27 aprile 2015

Missoni in mostra a Gallarate

La mostra della settimana

Missoni in mostra a Gallarate

Il Museo MA*GA di Gallarate ospita fino all’8 novembre 2015 una mostra che mette sotto i riflettori la creatività e l’imprenditorialità di una grande maison italiana, Missoni, che proprio a Gallarate ha iniziato a muovere i primi passi nel lontano 1953.

Il percorso espositivo è articolato secondo diversi registri narrativi che delineano le principali caratteristiche della genialità di Ottavio e Rosita Missoni, fatta di colore, materia e forma. Al contempo emerge quanto la loro creatività sia legata a doppio filo con l’arte, rappresentando un caso pressoché unico nel panorama della moda internazionale.

La mostra “Missoni, l’arte, il colore” – curata da Luciano Caramel, Luca Missoni e Emma Zanella – si apre con la suggestiva video-installazione di Ali Kazma, casa di moda nata nel 2009, per mettere in luce l’esclusivo connubio tra l’aspetto artigianale che affonda nella tradizione e il design contemporaneo, l’approccio rispettoso del materiale e del lavoro della maison Missoni e la volontà dell’artista di osservare da dietro le quinte il mondo glamour della moda e, più ampiamente, dell’attività umana.

Ottavio e Rosita Missoni

Nella sezione Le Radici sono chiarite le origini della ricerca dei Missoni, le prime risorse e fonti d’ispirazione, nel campo delle arti visive e della moda. Il quadro di riferimento è quello della nascita delle avanguardie storiche in Europa, dall’astrattismo lirico di Sonia Delaunay, imprescindibile insieme a Kandinsky, al Futurismo di Balla e Severini e, come ricorda Luciano Caramel nel suo testo, “pregnante soprattutto il rimando a Klee, fondamentale per la comprensione della complessa cultura e pratica pittorica di Missoni”.

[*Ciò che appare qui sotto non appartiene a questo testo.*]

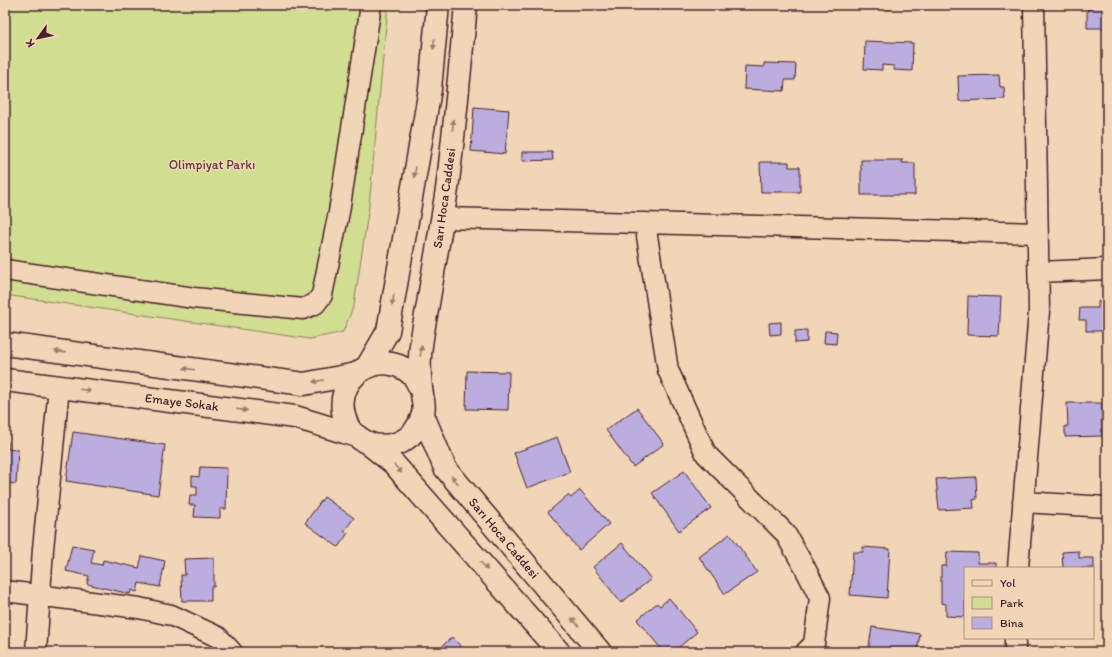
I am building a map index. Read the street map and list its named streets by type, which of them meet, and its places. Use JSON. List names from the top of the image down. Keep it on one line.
{"streets":{"street":["Sarı Hoca Caddesi","Emaye Sokak"]},"crossings":[["Sarı Hoca Caddesi","Emaye Sokak"]],"parks":["Olimpiyat Parkı"],"legend":["Yol","Park","Bina"],"north":"bottom left"}
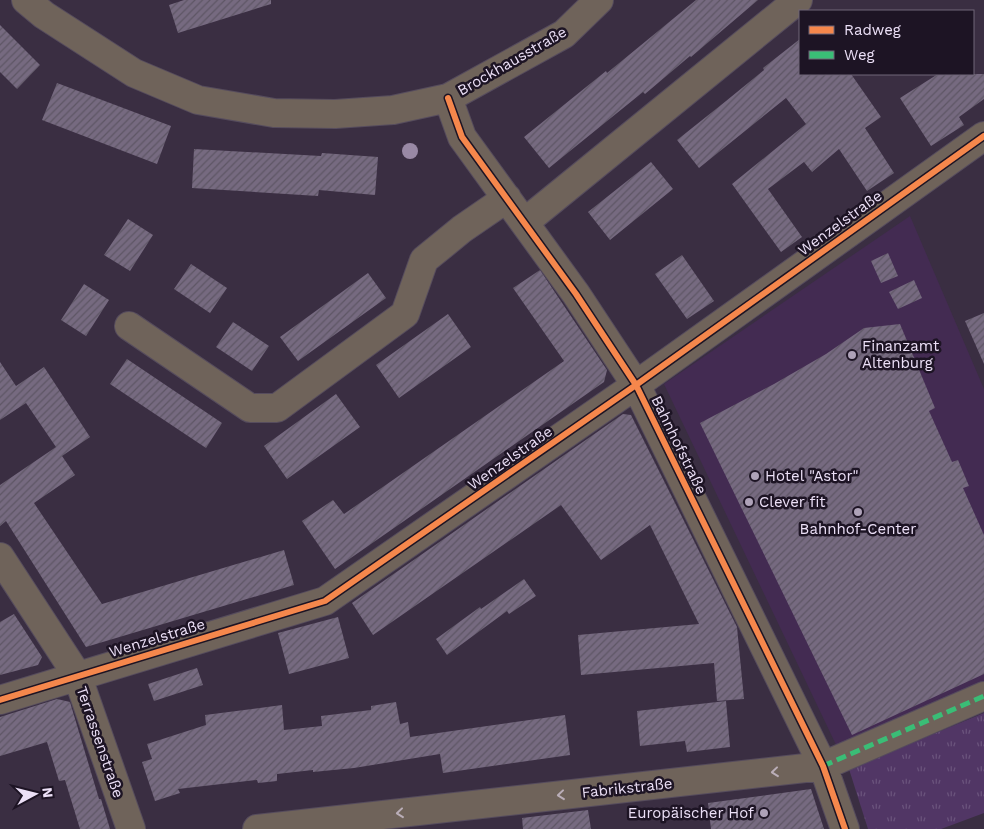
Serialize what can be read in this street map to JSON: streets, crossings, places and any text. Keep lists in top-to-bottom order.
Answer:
{
  "streets": {
    "street": [
      "Brockhausstraße",
      "Wenzelstraße",
      "Bahnhofstraße",
      "Terrassenstraße",
      "Fabrikstraße"
    ]
  },
  "crossings": [
    ["Brockhausstraße", "Bahnhofstraße"],
    ["Wenzelstraße", "Bahnhofstraße"],
    ["Wenzelstraße", "Terrassenstraße"],
    ["Bahnhofstraße", "Fabrikstraße"]
  ],
  "one_way": ["Fabrikstraße"],
  "places": [
    "Finanzamt Altenburg",
    "Hotel \"Astor\"",
    "Clever fit",
    "Bahnhof-Center",
    "Europäischer Hof"
  ],
  "legend": ["Radweg", "Weg"],
  "north": "right"
}
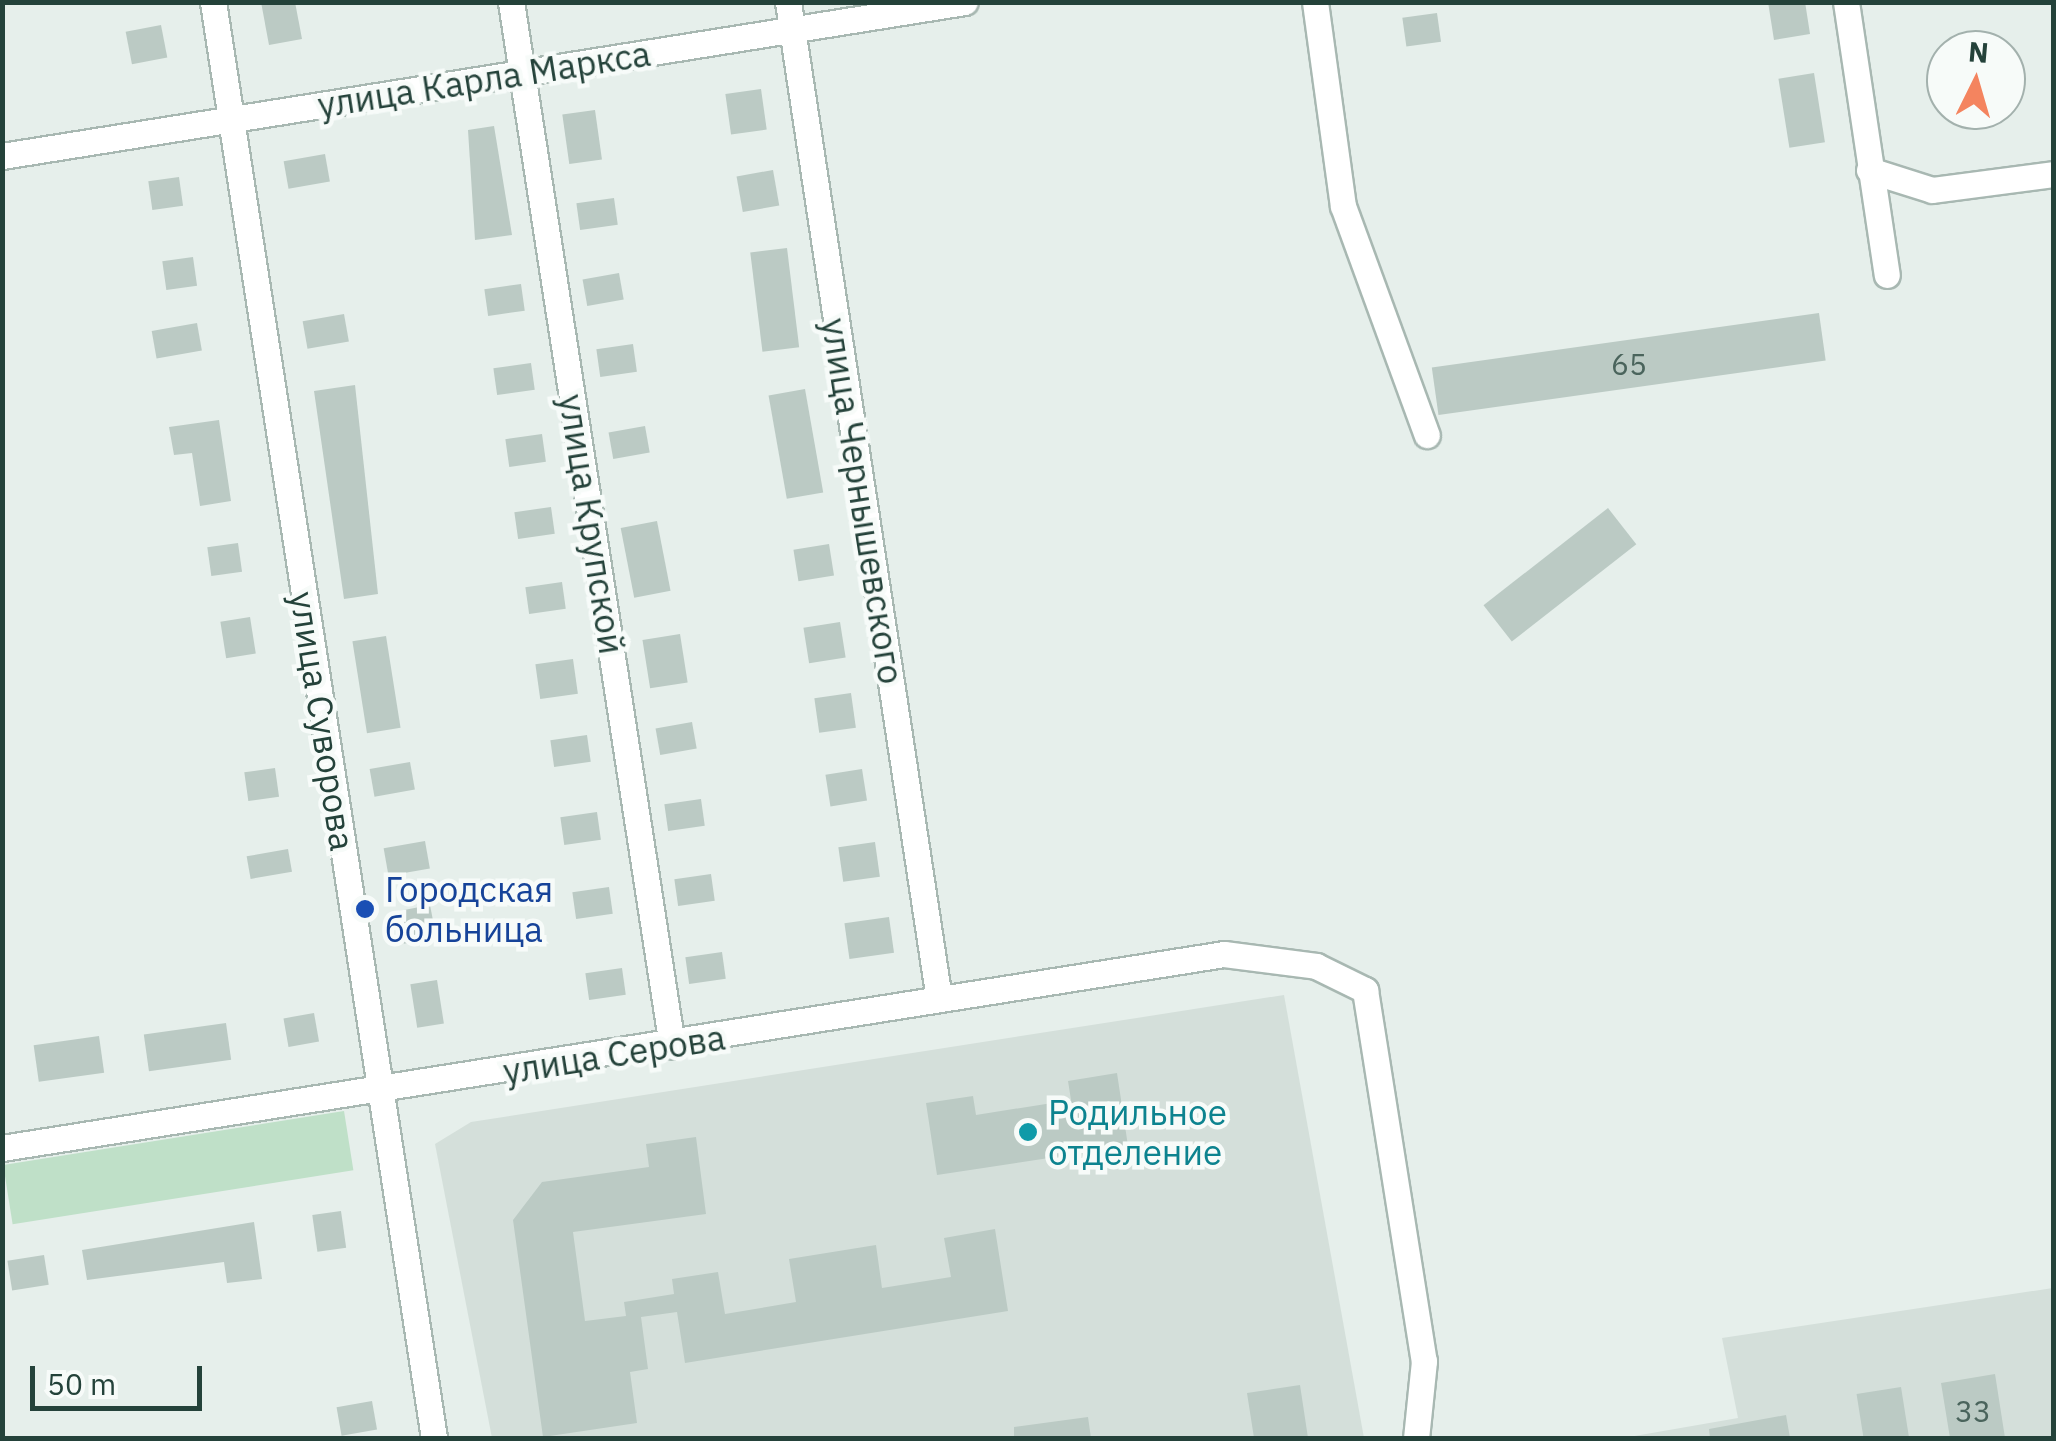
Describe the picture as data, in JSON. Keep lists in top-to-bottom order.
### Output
{
  "streets": {
    "street": [
      "улица Карла Маркса",
      "улица Чернышевского",
      "улица Крупской",
      "улица Суворова",
      "улица Серова"
    ]
  },
  "crossings": [
    ["улица Карла Маркса", "улица Чернышевского"],
    ["улица Карла Маркса", "улица Крупской"],
    ["улица Карла Маркса", "улица Суворова"],
    ["улица Чернышевского", "улица Серова"],
    ["улица Крупской", "улица Серова"],
    ["улица Суворова", "улица Серова"]
  ],
  "places": ["Городская больница", "Родильное отделение"],
  "house_numbers": ["65", "33"],
  "scale_bar": "50 m",
  "north": "top"
}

La mostra prosegue con Il colore, la materia, la forma, una serie di installazioni immersive, progettate da Luca Missoni e Angelo Jelmini, caratterizzate da una profonda fusione tra la ricerca di materia e colore, proprie del fashion design e dimensione ambientale, mutuata dalle arti visive. Realizzare abiti per i Missoni significa, infatti, dare spazio al colore, alla materia e alla forma, immaginate e plasmate secondo una rigorosa e personale ricerca estetica. “I filati sono il medium per il colore che, lavorato a maglia, prende profondità e rilievo”, scrive Luca Missoni nel testo in catalogo, e lo confermano queste grandi e scenografiche installazioni che avvicinano il visitatore all’elasticità della materia e alla ricerca delle tonalità del colore, mostrando l’eleganza e la morbidezza del filato e del tessuto a maglia, principale cifra stilistica della maison documentata anche dagli oltre 100 abiti storici esposti.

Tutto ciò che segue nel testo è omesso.